The moment the original developer leaves the company and a new junior guy comes in to do some code maintenance and screws-up his first few efforts, the business will loose confidence in the product. They'll stop requesting new features and enhancements- the product won't be able to keep up with new market demands and ideas, lost sales, etc...all because someone decided to re-write the system in some cryptic way...
@Dan
Ayende was talking about GB of disk space not RAM.
"It consumes more RAM" - why ?
If I have Person class, why would I have in memory duplicated info like "FirstName", "LastName", "BirthDate"....
I understand that I must have stored somewhere "Petar", "Dan", "Oren", ..., but FirstName is property / metadata of the class, not of every object instance of that class.
??
To the "WTF" about column names being stored against data, that is how SCHEMA-LESS databases work,
{
}
Ayende was wrong.
They will be talking about shortening field names to same RAM when using MongoDB. RAM is still horribly expensive compared to storage.
For great performance, MongoDB needs the whole dataset in RAM. Saving those few bytes over a large dataset (which, are repeated as they are not necessarily consistent between each document).
Your conclusion is sound despite the failure of your argument. The cost of 900MB of disk space in a HA server environment is a lot more than ~$0.06 -- you have RAID, the portion of the SAN server/etc. needed to serve it, backup, network traffic capacity, etc. Beyond that, you also have the extra RAM and CPU time it takes to handle the larger strings.
The point is, though, that all those resources are almost always cheaper than developer time -- not only the time to make the change in the code, but the additional time it will take you for future developers to understand and maintain it, as well as the additional errors that are likely to creep in (even if you catch them in your unit tests, it takes time to fix).
So I agree with you, but your argument is just a flustercluck.
Premature optimization is the root of all evil -- it's usually cheaper to add iron than development time. But not always (embedded systems, real-time systems, certain functions that get called thousands of times a second, etc. often need optimization rather than more iron).
The cost of a developer is much more than $75k / yr. Take the salary and add 30~50% related to benefits and fringe, and that's the cost to the company.
Russell: The original article talked about disk space, therefore Oren talked about disk space.
Let's be honest: no one with any traffic to speak of is hosting their databases on single $120 drives. Most of the time, you want your database to fit into RAM, if you can help it (RAM being well over 5 cents a gig). And if you are hitting disk, you probably want a good SSD -- also well over 5 cents a gig. And it's probably mirrored, since you don't want to lose your data.
And hey, there's no guarantee that you aren't paying some company monthly to for hosting -- which ends up being several times more expensive than buying the hardware outright.
Really, the "5 cents" number is an exaggeration. Which is a shame, because it distracts from what was otherwise an excellent point.

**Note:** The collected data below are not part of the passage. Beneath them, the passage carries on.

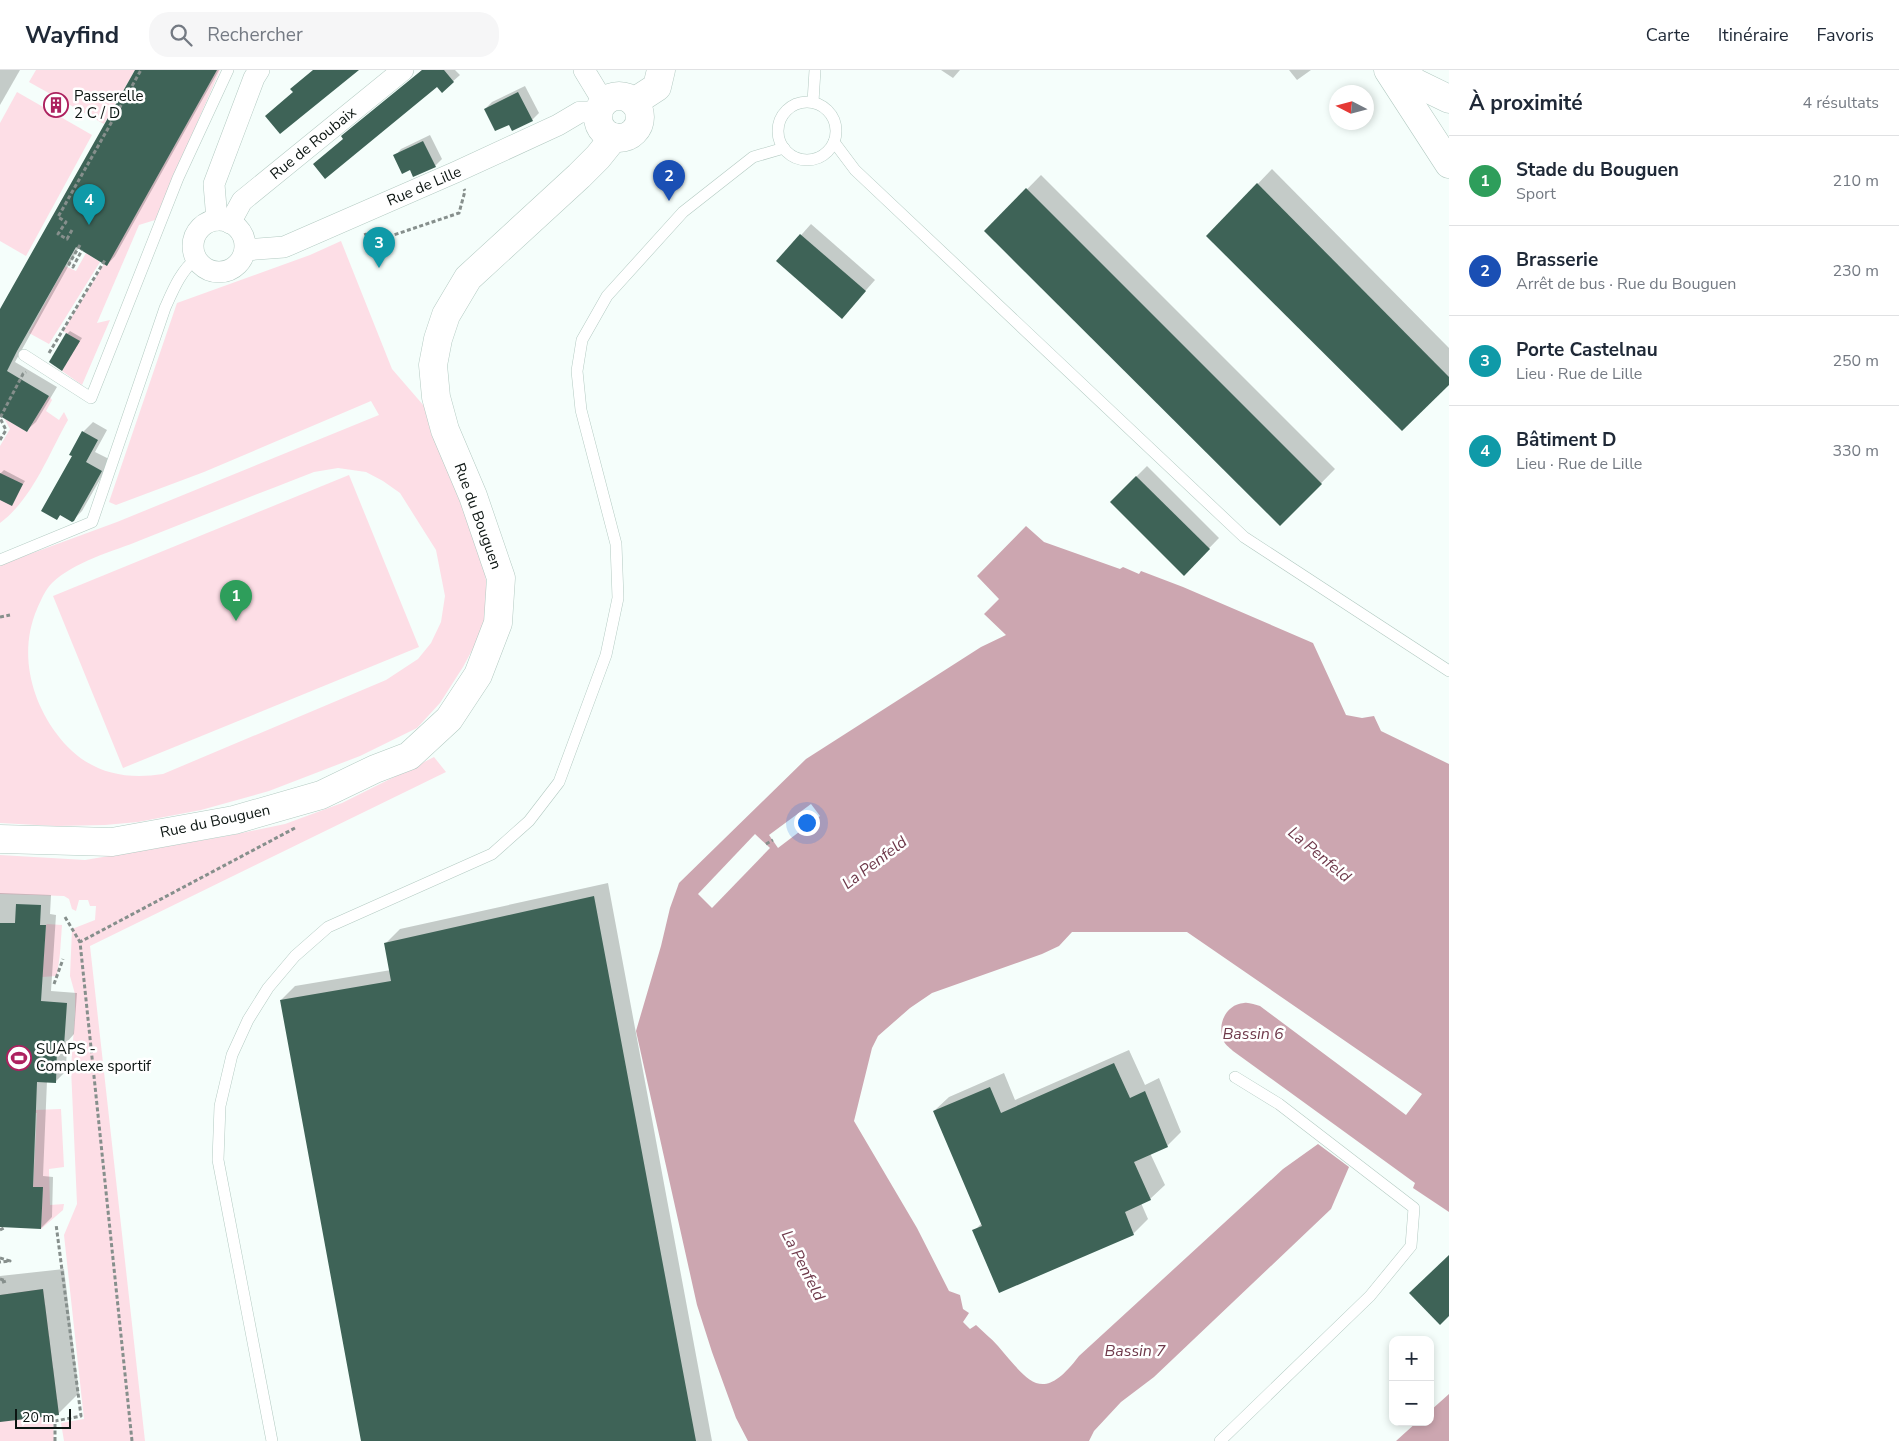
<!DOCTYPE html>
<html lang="fr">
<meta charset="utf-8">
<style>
body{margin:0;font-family:"Nunito Sans",sans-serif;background:#f6f6f7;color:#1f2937}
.controls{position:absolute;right:15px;bottom:15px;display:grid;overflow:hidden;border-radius:10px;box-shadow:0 2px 8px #0003}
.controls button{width:45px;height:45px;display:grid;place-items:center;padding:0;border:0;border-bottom:1px solid #e0e1e3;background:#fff;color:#1f2937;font:25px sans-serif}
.compass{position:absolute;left:1329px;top:15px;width:45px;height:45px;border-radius:50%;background:#fff;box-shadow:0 2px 8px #0003;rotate:276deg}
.scale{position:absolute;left:15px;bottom:12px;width:56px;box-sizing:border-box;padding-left:5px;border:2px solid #0c1512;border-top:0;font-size:14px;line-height:18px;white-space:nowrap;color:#0c1512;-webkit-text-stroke:4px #fff;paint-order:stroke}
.you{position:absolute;left:806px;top:752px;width:18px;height:18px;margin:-12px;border:4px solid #fff;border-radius:50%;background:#1a73e8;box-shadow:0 0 0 8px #1a73e833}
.badge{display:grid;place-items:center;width:32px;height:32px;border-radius:50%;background:#ea580c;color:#fff;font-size:16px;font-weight:700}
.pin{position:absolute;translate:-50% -41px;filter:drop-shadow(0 1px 2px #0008)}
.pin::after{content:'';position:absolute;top:26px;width:18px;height:15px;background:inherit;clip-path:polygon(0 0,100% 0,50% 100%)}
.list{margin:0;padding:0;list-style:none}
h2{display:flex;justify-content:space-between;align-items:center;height:65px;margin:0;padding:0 20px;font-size:21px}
h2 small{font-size:16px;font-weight:400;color:#747a83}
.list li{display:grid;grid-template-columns:32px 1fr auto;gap:15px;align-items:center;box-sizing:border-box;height:90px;padding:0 20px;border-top:1px solid #e0e1e3}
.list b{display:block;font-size:19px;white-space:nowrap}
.list p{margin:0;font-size:16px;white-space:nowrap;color:#747a83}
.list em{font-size:16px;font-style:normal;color:#747a83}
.icon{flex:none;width:28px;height:28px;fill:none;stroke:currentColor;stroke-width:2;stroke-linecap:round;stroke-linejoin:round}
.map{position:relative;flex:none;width:1449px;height:1371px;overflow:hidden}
header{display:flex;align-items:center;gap:30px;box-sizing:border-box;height:70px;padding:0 25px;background:#fff;border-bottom:1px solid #e0e1e3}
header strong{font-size:24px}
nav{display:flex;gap:28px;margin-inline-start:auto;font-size:18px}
.search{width:350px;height:45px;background:#f6f6f7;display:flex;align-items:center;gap:12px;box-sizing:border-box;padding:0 18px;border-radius:20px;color:#747a83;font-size:19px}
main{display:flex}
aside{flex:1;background:#fff}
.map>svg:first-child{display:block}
</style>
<header>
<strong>Wayfind</strong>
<div class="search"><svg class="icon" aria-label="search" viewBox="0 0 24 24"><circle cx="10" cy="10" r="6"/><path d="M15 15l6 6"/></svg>Rechercher</div>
<nav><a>Carte</a><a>Itinéraire</a><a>Favoris</a></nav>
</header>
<main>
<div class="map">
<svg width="1449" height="1371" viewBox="0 0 1449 1371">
<rect width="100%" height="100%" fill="#f5fefb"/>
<g fill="#fddee6" fill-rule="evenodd">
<polygon points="36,0 135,0 104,54 29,12"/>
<polygon points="217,0 220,0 155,150 139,155 97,253 110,250 82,315 62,301 79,271 63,261 104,194 107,195"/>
<polygon points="17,22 92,65 26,186 0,171 0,53"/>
<path d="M341 171 392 299 424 336 483 493 488 522 484 558 463 597 440 633 417 658 360 686 269 721 201 740 138 752 105 755 56 756 0 753V495L117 452 379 345 371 331 204 402 116 435 109 432 177 233 310 185ZM338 398 366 402 383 411 400 423 436 480 445 526 441 552 431 573 418 589 386 610 163 704C119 711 83 700 56 663 30 627 19 581 37 539 41 530 45 520 52 513 75 491 112 482 141 470 192 450 244 429 296 409L314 402Z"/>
<polygon points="86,183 100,192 49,274 29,263 65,196 76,201"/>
<path d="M49 326 52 330 46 341 59 350 64 342 68 350C48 385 33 428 0 453V376L10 359 4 348 27 362Z"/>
<polygon points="349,405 419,577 123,698 53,526"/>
<polygon points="434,687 446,702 90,876 145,1371 64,1371 61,1353 84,1349 64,1165 77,1134 71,998 75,944 75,924 70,906 72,859 95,850 96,836 90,836 88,830 79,830 76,841 72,839 69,829 64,826 0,824 0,785 85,790 227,766 285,754 342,733"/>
<polygon points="47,854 62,855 60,883 57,906 42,907 46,855"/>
<polygon points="61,1039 64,1097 49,1099 50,1135 64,1134 63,1140 41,1159 43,1117 33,1117 37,1043 35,1043 35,1040"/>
<polygon points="43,1219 59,1345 53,1346 54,1371 0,1371 0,1225"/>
</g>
<g fill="#cca6b0">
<path d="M1026 456 1044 472 1120 499 1123 497 1139 504 1141 501 1183 517 1313 573 1346 645 1362 648 1374 646 1381 661 1449 694V1142L1413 1118 1415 1113 1233 981C1229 977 1224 974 1223 969 1217 953 1227 934 1244 933 1249 932 1255 935 1260 936L1406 1045 1422 1024 1187 862H1072L1059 876 1042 884 932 923 910 938 878 966 872 978 854 1051 917 1158 949 1221 960 1225 963 1239 969 1243 963 1252 970 1259 976 1255C983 1262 991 1268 998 1276 1029 1312 1042 1335 1079 1286L1283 1099 1318 1074 1349 1097 1331 1139 1154 1307 1121 1332 1094 1361 1089 1371H748L736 1348 712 1282 697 1235 636 961 661 876 670 838 679 813 806 689 981 577 1006 565 984 544 999 529 977 506Z"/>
<polygon points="1449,1324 1449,1371 1396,1371 1417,1352 1430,1352 1430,1341"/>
</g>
<g fill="#f5fefb">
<polygon points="811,734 820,746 778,778 769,765"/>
<polygon points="755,764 770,778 712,838 698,824"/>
</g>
<g fill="#0003">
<polygon points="0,0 20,0 0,35"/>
<polygon points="136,0 219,0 115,186 107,195 79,177 15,292 57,317 36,352 27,360 0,345 0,242"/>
<polygon points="422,0 455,0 460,5 442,21 437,15 345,69"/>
<polygon points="941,0 960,0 953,8"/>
<polygon points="1289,0 1311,0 1297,10"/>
<polygon points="525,16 539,43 532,50 510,53 485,39 492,32"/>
<polygon points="430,65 442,89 435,96 410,98 395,86 401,79"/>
<polygon points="1272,99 1449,278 1449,313 1208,166"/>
<polygon points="1041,105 1335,399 1280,455 986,161"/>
<polygon points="811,154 875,210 842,247 778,191"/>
<polygon points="70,261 82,268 62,299 67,264"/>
<polygon points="93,352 107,360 95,382 111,390 82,441 72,451 61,444 57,449 74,385 83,362"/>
<polygon points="1147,396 1219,468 1184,504 1111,432"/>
<polygon points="4,400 25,411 12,432 0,429 0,404"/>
<polygon points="608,813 712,1371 362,1371 281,930 295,916 391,900 386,873 400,859"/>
<polygon points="0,823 51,825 50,844 56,845 51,921 77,923 74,964 67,972 66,1001 55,1012 47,1011 43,1106 53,1107 52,1147 41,1158 0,1156"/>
<polygon points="1129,980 1145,1015 1159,1008 1181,1062 1167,1076 1150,1083 1165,1115 1150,1129 1141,1133 1148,1149 1133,1164 974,1161 982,1153 934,1041 949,1027 1004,1003 1015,1030"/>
<polygon points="64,1199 79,1323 58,1344 0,1351 0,1206"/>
</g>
<g fill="#3e6357">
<polygon points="135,0 217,0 107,196 76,177 17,281 7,301 49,326 27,362 0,346 0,239"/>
<polygon points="313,0 359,0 280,64 265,46 293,22 290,19"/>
<polygon points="422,0 444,0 454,12 442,23 437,17 325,109 313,94 343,69 341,66"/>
<polygon points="518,22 533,51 512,61 509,55 495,61 484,39"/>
<polygon points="423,71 436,97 413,107 410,100 402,104 393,85"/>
<polygon points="1257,113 1449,307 1449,315 1402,361 1206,166"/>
<polygon points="1026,118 1322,414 1280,456 984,161"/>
<polygon points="800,164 866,221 842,249 776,191"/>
<polygon points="66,263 80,271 62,301 49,292"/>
<polygon points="82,361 98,370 86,392 102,401 74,451 72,452 60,445 57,450 41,441 72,386 69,385"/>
<polygon points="0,403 23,414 12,436 0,430"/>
<polygon points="1136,406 1210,479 1184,506 1110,432"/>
<polygon points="594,826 696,1371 361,1371 280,930 391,911 384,873"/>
<polygon points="16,834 41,835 40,855 46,855 41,931 67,933 64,976 57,976 56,1013 37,1012 33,1117 43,1117 41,1159 0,1157 0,853 15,853"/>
<polygon points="1114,993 1130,1028 1145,1021 1168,1077 1134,1092 1151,1130 1125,1142 1134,1165 999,1223 972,1160 982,1156 933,1041 990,1017 1001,1043"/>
<polygon points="1449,1185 1449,1246 1440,1255 1409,1223"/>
<polygon points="43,1219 59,1345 0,1352 0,1225"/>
</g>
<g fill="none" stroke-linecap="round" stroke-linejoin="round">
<defs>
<g id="lane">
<circle cx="807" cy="61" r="29"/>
<polyline points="813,32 815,0"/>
<polyline points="834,72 855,100 1244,467 1449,601"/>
<polyline points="24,285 91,328 178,108 228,0"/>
<path d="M0 490 92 452 165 238C173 220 181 200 197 188"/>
<polyline points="272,1371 218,1090 220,1036 232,985 248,950 268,918 295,886 328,857 492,784 529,751 559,712 606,585 618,528 616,474 581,340 577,301 582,270 607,226 683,142 753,87 784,78"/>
<polyline points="1220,1371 1370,1226 1411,1176 1414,1138 1279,1034 1235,1007"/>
</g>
<g id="street">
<polyline points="584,0 604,33"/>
<polyline points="217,150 214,114 254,8 259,0"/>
<circle cx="219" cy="176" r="26"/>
<polyline points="230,153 242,131 403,0"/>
<polyline points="245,180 284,177 456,102 558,55 580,42 599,42"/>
</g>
<g id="secondary">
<polyline points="1388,0 1449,94"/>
<polyline points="1399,0 1416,13 1449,29"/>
<circle cx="619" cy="47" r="21"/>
<polyline points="634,32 657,17 661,0"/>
<polyline points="0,769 112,772 234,750 321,725 375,699 409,686 449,649 478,605 498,553 501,508 473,426 445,360 436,327 433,295 438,269 446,245 468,208 579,106 598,87 614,67"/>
</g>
</defs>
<use href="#lane" stroke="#b3cac2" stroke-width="12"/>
<use href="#street" stroke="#b3cac2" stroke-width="22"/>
<use href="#secondary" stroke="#b3cac2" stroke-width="29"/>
<g stroke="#868f8c" stroke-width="3" stroke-dasharray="4 2.5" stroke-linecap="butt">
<polyline points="72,160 67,169 58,164 66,152 58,147 141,0"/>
<polyline points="365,163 377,191"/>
<polyline points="370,173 459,143 465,121 464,119"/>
<polyline points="80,175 69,194 73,197 82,180"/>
<polyline points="49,283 105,190"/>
<polyline points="0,370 6,360 0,348 23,304 26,302"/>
<polyline points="0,547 10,545"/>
<polyline points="766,774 773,770"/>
<polyline points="65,847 80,872"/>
<polyline points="54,914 63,889"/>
<polyline points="0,1160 4,1158"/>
<polyline points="0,1188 10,1191 0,1192"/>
<polyline points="0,1209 6,1211 0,1213"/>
<polyline points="55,1371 55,1351 81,1346 56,1154"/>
<polyline points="132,1371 80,872 295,758"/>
</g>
<use href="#lane" stroke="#fff" stroke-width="11"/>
<use href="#street" stroke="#fff" stroke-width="21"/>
<use href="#secondary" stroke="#fff" stroke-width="28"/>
</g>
<defs>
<symbol id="building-ring" viewBox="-11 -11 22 22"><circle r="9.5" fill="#fff" stroke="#ad215f" stroke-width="1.5"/><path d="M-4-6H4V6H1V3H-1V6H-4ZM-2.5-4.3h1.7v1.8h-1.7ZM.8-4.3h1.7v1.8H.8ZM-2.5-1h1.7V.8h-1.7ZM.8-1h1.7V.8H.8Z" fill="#ad215f"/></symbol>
<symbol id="stadium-ring" viewBox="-11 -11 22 22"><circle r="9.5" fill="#fff" stroke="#ad215f" stroke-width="1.5"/><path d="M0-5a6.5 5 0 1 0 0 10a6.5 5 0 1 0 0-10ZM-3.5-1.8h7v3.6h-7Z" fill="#ad215f"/></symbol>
</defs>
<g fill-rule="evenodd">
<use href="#building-ring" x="42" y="21" width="28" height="28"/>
<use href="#stadium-ring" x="5" y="974" width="28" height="28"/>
</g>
<g text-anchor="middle" stroke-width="5" stroke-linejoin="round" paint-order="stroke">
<g font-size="15" fill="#0c1512" stroke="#fff" text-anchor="start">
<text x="74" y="31">Passerelle<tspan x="74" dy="17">2 C / D</tspan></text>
<text x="36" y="984">SUAPS -<tspan x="36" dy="17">Complexe sportif</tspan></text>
</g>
<g font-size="15" fill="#0c1512" stroke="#fff">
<text transform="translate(313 73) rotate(-39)" y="5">Rue de Roubaix</text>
<text transform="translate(424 116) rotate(-23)" y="5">Rue de Lille</text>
<text transform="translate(478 446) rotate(70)" y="5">Rue du Bouguen</text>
<text transform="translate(215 751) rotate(-12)" y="5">Rue du Bouguen</text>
</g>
<g font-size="16" font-style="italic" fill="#6f3a4b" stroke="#fff">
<text transform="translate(1320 784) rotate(40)" y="6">La Penfeld</text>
<text transform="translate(874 792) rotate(-37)" y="6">La Penfeld</text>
<text x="1253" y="969">Bassin 6</text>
<text transform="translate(804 1195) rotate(63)" y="6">La Penfeld</text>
<text x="1135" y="1286">Bassin 7</text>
</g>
</g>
</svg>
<div class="controls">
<button>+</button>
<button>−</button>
</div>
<svg class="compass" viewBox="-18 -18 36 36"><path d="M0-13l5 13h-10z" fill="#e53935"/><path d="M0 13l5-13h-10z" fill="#747a83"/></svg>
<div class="scale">20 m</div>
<div class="you"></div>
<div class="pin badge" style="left:236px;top:551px;background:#2e9e5b">1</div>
<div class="pin badge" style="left:669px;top:131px;background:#1a4fb4">2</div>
<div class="pin badge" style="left:379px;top:198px;background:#0f9aa8">3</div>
<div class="pin badge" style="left:89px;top:155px;background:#0f9aa8">4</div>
</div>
<aside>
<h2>À proximité<small>4 résultats</small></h2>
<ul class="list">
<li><span class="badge" style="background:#2e9e5b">1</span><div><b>Stade du Bouguen</b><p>Sport</p></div><em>210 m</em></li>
<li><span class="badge" style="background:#1a4fb4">2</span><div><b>Brasserie</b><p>Arrêt de bus · Rue du Bouguen</p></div><em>230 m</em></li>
<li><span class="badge" style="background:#0f9aa8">3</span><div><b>Porte Castelnau</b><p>Lieu · Rue de Lille</p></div><em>250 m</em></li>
<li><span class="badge" style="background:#0f9aa8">4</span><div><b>Bâtiment D</b><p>Lieu · Rue de Lille</p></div><em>330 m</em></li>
</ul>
</aside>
</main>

Looks like who ever wrote this had no understanding of the DB being discussed before making the comment. Now they just come off look stupid and arrogant.
Most businesses that have data on this scale are not buying consumer SATA 2 TB drives. Most likely the data is on a SAN that has mirroring and multiple redundancies. So the analysis of the cost savings here is probably quite a bit off.
Using long names that are repeated in a row violates some normal form doesn't it? They could have/should have used a 4 byte long to reference a table of longer names. Nearly the same data savings and you get to keep the long descriptive names at the price of a join.
"... the entire saving is mute."
MOOT!
I see this sort of thinking all the time - I'm a front-end web developer and some people squish their CSS files into one giant line. Yeah they save spaces, tabs, and line breaks - but it takes so long to track that down.
I mean sure, if you're Google or Facebok go right ahead and make your stuff small because it adds up - but this practice of 'overoptimizing' code for a site that gets >300 hits a week just renders it a nightmare to work on :-/
Good databases like DB2 can notice that certain values in the database repeat over and over and store the table more efficiently behind the scenes.
I love their followup (I only read a few random paragraphs). They're making 40x 2GB files for Mongo's log so it doesn't have to allocate them by itself when restarting (meaning up to 30 seconds of offline time). So they copy /dev/null into them, which makes sense. Then they say:
Note that creating the files will hog the filesystem I/O and slow everything down, but it won’t take your database offline. If you prefer, make the files on another system then transfer them over the network.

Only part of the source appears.